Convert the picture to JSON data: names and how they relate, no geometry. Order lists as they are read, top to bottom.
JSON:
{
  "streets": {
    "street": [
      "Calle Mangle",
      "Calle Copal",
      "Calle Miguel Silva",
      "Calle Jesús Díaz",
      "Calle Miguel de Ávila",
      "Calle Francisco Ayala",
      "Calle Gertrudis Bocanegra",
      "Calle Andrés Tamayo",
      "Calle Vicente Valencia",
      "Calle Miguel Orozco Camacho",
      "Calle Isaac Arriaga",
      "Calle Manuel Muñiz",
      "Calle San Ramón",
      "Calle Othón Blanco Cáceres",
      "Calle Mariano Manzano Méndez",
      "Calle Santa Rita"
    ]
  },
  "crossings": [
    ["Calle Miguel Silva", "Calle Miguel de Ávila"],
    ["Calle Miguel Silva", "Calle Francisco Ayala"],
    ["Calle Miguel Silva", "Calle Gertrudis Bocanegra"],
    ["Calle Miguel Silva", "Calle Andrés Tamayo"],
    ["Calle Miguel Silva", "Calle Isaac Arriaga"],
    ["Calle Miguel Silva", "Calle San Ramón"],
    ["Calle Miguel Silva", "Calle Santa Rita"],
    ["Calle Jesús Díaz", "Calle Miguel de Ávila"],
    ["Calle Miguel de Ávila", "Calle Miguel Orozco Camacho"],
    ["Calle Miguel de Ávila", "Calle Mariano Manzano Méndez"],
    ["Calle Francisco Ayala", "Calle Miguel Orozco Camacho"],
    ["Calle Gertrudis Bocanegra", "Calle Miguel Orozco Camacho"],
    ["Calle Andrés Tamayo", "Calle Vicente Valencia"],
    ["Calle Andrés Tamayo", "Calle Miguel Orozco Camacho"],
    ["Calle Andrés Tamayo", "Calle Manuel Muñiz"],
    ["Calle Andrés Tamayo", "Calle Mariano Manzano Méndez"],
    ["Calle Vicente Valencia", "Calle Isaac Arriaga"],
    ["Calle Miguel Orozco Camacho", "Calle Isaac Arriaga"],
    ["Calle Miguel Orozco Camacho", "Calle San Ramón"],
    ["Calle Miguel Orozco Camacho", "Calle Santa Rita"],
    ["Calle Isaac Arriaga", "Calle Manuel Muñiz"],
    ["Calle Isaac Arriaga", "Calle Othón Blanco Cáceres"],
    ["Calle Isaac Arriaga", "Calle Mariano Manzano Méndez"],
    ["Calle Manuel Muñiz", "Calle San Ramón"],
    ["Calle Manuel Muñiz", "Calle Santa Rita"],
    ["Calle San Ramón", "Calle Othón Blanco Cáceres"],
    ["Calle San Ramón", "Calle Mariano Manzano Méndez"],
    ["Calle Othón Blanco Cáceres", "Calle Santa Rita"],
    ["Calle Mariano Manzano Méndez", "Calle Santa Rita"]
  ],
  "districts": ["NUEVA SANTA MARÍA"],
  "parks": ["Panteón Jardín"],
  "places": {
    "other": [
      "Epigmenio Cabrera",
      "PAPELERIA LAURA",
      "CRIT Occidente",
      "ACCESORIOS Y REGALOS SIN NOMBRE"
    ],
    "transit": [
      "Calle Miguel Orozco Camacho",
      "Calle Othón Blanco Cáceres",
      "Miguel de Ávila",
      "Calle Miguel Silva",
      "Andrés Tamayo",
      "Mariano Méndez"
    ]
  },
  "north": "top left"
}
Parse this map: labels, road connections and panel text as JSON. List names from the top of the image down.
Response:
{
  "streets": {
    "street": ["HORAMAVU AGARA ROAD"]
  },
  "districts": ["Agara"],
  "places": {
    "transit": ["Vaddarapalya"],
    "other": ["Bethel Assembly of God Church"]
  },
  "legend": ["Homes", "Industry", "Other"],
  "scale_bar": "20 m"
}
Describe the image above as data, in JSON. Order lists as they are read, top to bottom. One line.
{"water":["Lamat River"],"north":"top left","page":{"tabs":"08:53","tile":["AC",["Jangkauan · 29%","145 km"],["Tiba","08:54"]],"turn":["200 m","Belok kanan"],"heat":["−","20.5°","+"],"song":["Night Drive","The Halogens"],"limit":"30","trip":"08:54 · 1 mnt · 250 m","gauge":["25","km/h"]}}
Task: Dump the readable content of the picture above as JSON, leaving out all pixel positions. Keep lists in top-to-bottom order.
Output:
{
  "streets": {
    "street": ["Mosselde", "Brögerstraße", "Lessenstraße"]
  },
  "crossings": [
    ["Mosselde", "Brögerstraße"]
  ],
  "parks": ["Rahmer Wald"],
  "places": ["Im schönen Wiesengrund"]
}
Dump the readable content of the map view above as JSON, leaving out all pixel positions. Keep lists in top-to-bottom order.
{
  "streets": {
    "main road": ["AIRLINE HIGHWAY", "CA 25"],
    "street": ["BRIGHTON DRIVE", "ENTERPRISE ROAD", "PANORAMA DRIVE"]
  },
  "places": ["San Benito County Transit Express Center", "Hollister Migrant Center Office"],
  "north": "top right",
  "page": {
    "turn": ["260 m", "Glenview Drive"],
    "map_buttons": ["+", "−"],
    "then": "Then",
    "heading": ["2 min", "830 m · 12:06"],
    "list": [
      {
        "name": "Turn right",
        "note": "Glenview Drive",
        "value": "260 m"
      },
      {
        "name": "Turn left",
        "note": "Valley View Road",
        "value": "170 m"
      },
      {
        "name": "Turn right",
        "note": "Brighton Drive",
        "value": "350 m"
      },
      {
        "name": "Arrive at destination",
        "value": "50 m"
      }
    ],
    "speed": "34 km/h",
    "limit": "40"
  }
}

*Exercise instructions:* Look above for the line with "Describe the image", then copy it and each later line exactly, stopping at the last line of the records.

*Response box:*
Describe the image above as data, in JSON. Order lists as they are read, top to bottom. One line.
{"water":["Lamat River"],"north":"top left","page":{"tabs":"08:53","tile":["AC",["Jangkauan · 29%","145 km"],["Tiba","08:54"]],"turn":["200 m","Belok kanan"],"heat":["−","20.5°","+"],"song":["Night Drive","The Halogens"],"limit":"30","trip":"08:54 · 1 mnt · 250 m","gauge":["25","km/h"]}}
Task: Dump the readable content of the picture above as JSON, leaving out all pixel positions. Keep lists in top-to-bottom order.
Output:
{
  "streets": {
    "street": ["Mosselde", "Brögerstraße", "Lessenstraße"]
  },
  "crossings": [
    ["Mosselde", "Brögerstraße"]
  ],
  "parks": ["Rahmer Wald"],
  "places": ["Im schönen Wiesengrund"]
}
Dump the readable content of the map view above as JSON, leaving out all pixel positions. Keep lists in top-to-bottom order.
{
  "streets": {
    "main road": ["AIRLINE HIGHWAY", "CA 25"],
    "street": ["BRIGHTON DRIVE", "ENTERPRISE ROAD", "PANORAMA DRIVE"]
  },
  "places": ["San Benito County Transit Express Center", "Hollister Migrant Center Office"],
  "north": "top right",
  "page": {
    "turn": ["260 m", "Glenview Drive"],
    "map_buttons": ["+", "−"],
    "then": "Then",
    "heading": ["2 min", "830 m · 12:06"],
    "list": [
      {
        "name": "Turn right",
        "note": "Glenview Drive",
        "value": "260 m"
      },
      {
        "name": "Turn left",
        "note": "Valley View Road",
        "value": "170 m"
      },
      {
        "name": "Turn right",
        "note": "Brighton Drive",
        "value": "350 m"
      },
      {
        "name": "Arrive at destination",
        "value": "50 m"
      }
    ],
    "speed": "34 km/h",
    "limit": "40"
  }
}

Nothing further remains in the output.